[Collected data]
-- Opening Marker --

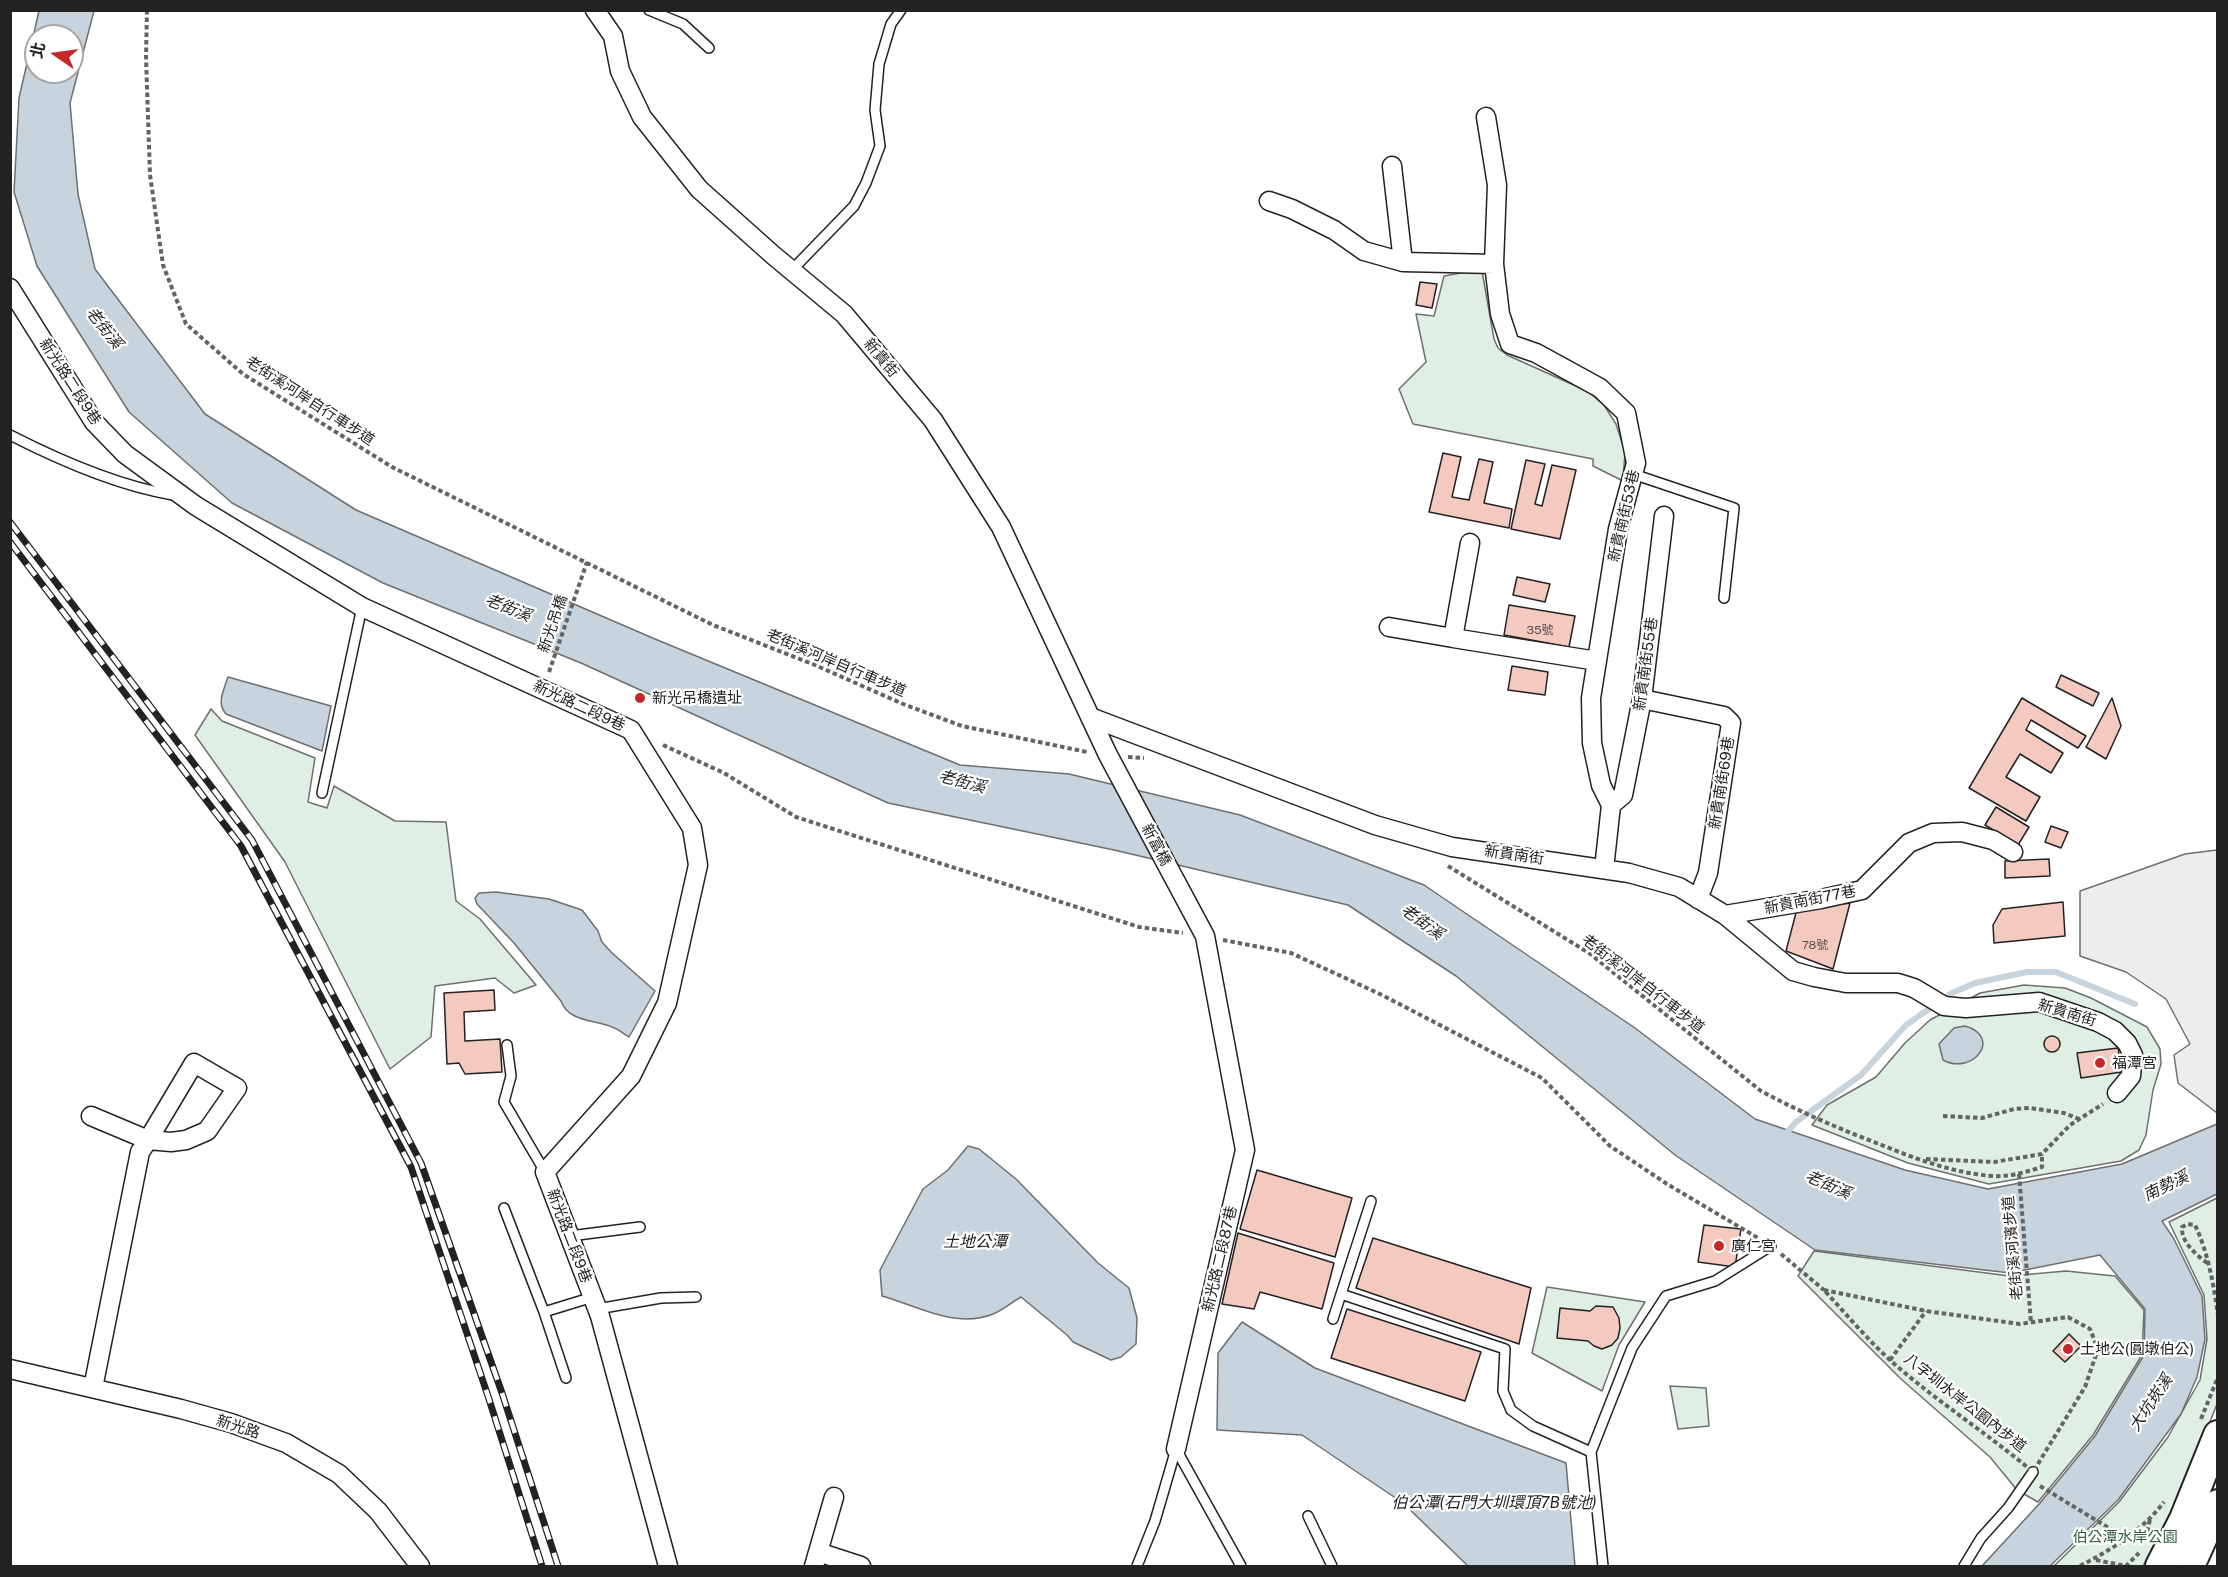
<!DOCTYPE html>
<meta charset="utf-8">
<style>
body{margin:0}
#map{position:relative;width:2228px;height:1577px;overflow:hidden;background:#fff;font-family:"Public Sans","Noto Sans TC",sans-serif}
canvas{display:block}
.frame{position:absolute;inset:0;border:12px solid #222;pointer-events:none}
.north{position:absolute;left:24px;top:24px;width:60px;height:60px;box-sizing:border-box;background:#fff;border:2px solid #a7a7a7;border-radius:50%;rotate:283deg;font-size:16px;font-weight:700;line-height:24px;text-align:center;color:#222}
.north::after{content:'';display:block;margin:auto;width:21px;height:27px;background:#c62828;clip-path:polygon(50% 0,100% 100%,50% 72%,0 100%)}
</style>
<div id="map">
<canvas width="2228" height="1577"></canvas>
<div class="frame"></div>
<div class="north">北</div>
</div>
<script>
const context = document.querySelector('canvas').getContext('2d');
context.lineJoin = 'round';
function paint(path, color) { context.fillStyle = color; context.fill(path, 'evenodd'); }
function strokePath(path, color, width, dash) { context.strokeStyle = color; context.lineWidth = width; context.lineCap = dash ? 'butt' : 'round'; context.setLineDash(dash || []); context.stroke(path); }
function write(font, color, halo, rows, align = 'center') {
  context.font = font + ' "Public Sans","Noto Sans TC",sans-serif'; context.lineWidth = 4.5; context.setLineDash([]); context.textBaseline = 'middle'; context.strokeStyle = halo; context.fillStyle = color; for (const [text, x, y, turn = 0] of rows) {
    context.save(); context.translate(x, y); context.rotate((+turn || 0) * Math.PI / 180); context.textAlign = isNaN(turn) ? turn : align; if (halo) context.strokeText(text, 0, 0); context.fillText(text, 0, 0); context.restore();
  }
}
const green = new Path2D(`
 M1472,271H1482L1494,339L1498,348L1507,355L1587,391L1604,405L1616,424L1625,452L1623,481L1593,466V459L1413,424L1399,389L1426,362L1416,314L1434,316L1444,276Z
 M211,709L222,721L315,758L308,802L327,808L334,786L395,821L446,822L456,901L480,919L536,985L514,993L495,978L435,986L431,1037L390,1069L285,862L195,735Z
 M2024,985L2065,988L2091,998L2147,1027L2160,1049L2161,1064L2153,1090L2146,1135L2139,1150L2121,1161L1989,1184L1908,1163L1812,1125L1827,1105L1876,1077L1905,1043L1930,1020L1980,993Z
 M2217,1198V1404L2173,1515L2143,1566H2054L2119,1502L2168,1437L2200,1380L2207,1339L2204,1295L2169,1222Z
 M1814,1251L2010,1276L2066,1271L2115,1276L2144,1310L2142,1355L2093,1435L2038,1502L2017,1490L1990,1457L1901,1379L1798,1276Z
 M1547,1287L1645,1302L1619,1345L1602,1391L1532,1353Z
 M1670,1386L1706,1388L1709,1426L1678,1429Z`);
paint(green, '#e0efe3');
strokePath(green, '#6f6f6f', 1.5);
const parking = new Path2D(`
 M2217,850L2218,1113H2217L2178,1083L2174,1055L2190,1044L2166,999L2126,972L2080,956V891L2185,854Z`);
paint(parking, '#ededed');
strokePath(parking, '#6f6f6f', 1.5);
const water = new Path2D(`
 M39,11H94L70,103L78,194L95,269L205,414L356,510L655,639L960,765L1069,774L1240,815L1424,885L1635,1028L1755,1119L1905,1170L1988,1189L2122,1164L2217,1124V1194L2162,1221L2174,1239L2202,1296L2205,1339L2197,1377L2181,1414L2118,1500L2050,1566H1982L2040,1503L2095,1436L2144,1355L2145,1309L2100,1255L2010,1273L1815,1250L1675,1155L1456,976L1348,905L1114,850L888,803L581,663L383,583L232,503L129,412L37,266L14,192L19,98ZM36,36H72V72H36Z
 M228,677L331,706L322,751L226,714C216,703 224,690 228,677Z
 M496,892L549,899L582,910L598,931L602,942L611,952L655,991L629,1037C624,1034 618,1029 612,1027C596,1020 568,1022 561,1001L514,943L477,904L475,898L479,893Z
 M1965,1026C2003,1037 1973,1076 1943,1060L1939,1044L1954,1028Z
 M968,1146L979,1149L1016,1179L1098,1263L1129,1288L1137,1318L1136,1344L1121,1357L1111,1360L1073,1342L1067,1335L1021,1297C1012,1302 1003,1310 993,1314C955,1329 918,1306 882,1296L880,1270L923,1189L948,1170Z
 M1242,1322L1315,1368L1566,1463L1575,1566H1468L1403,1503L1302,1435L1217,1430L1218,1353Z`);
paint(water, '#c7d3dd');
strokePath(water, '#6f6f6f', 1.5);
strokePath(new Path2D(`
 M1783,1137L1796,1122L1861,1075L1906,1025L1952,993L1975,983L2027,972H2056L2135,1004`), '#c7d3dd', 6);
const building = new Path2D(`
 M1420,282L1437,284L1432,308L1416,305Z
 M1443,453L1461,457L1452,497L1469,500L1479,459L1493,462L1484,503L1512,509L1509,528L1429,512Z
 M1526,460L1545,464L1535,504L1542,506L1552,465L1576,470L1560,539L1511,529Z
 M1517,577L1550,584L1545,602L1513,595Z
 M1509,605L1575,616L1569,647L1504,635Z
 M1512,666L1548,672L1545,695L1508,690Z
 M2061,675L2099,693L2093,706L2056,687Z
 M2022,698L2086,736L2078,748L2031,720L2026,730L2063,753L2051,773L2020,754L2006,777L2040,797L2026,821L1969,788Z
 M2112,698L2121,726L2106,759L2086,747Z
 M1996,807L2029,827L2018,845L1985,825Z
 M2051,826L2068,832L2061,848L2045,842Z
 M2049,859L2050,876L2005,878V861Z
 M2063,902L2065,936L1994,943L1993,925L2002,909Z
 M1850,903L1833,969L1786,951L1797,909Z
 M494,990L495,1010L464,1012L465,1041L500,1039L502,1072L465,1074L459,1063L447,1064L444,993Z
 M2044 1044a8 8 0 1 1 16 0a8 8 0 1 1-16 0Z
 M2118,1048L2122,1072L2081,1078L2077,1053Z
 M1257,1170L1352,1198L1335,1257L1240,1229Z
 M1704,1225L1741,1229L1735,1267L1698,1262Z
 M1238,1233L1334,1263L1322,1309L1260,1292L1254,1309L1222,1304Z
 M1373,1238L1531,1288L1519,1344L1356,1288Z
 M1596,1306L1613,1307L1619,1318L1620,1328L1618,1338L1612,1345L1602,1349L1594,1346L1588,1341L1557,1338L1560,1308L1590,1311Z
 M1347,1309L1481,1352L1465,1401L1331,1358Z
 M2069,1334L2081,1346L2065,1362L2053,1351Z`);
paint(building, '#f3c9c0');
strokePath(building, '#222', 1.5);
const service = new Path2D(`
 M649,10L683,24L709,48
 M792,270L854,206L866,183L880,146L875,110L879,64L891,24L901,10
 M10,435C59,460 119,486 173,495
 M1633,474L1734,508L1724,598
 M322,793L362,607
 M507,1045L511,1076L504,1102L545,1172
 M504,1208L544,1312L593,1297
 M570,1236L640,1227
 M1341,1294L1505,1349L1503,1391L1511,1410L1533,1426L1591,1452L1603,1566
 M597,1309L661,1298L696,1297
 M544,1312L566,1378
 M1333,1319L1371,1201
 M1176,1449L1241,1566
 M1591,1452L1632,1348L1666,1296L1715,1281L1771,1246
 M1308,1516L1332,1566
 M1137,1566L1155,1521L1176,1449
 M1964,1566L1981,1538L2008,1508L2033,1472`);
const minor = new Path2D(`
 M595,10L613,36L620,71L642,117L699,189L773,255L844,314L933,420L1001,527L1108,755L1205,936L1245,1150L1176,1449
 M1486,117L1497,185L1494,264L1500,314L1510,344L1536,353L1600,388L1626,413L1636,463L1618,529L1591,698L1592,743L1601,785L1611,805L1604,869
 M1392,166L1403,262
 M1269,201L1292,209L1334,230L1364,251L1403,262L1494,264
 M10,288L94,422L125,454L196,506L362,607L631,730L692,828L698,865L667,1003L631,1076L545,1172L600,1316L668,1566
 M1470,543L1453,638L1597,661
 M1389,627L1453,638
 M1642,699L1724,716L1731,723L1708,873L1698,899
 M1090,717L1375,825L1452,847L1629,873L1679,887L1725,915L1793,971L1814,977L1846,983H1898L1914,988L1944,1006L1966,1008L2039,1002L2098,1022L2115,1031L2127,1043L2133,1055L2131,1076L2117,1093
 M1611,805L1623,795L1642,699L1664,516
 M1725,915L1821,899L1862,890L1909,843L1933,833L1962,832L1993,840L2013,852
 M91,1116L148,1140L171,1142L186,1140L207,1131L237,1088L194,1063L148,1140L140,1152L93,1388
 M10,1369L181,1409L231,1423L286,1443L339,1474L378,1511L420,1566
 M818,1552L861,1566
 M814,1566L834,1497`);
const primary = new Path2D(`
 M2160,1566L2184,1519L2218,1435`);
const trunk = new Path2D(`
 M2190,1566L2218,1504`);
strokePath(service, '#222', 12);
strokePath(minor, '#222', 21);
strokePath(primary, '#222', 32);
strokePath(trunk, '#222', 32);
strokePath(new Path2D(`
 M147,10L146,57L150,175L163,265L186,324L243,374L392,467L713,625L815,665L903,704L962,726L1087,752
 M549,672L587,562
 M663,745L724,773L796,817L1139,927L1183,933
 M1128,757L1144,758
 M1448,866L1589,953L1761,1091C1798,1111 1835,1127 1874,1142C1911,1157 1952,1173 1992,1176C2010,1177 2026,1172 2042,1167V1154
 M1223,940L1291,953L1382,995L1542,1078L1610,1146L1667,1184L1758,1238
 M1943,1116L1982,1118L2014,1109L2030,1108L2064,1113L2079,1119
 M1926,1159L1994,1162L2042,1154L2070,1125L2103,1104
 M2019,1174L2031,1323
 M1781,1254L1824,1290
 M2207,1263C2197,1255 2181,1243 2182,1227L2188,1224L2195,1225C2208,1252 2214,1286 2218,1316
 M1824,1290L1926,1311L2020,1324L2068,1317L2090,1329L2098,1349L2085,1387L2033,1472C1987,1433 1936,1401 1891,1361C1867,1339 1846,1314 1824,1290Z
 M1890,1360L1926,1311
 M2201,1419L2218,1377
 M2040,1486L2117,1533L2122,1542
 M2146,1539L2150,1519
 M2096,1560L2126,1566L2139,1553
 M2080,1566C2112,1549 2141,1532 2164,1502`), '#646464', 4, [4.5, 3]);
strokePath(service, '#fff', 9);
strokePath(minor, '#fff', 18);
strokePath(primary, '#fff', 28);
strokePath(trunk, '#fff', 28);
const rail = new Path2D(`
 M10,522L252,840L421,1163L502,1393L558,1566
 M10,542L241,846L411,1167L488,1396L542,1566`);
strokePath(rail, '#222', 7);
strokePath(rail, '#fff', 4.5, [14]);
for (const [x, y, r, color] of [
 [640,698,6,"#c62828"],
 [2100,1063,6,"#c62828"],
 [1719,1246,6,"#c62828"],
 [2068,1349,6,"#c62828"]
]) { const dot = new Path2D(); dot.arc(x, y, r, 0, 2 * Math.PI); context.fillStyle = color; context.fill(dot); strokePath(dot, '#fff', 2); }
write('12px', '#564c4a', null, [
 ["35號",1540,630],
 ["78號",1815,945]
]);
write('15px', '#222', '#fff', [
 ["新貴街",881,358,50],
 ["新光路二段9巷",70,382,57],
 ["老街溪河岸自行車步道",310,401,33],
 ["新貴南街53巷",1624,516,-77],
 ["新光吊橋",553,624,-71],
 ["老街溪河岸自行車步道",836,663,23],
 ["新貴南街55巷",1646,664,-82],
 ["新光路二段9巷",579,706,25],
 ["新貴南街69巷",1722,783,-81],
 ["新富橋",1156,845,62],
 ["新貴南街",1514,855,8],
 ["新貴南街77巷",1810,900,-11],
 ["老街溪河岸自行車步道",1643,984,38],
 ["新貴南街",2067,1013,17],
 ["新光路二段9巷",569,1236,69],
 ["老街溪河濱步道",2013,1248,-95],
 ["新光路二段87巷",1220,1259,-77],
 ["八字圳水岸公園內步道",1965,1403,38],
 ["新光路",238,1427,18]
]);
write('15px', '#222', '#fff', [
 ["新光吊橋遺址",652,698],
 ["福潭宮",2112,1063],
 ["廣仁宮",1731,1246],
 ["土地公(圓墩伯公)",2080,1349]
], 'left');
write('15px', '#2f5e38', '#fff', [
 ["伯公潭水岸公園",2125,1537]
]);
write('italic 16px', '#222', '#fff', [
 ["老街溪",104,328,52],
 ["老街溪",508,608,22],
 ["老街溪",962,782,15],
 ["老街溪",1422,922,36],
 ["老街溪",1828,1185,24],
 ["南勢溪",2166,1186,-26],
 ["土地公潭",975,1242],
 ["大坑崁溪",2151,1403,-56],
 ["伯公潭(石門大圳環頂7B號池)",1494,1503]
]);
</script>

-- Closing Marker --

Scan the lines above for "lineWidth", then copy every one that has it.

- Response to this task:
function strokePath(path, color, width, dash) { context.strokeStyle = color; context.lineWidth = width; context.lineCap = dash ? 'butt' : 'round'; context.setLineDash(dash || []); context.stroke(path); }
  context.font = font + ' "Public Sans","Noto Sans TC",sans-serif'; context.lineWidth = 4.5; context.setLineDash([]); context.textBaseline = 'middle'; context.strokeStyle = halo; context.fillStyle = color; for (const [text, x, y, turn = 0] of rows) {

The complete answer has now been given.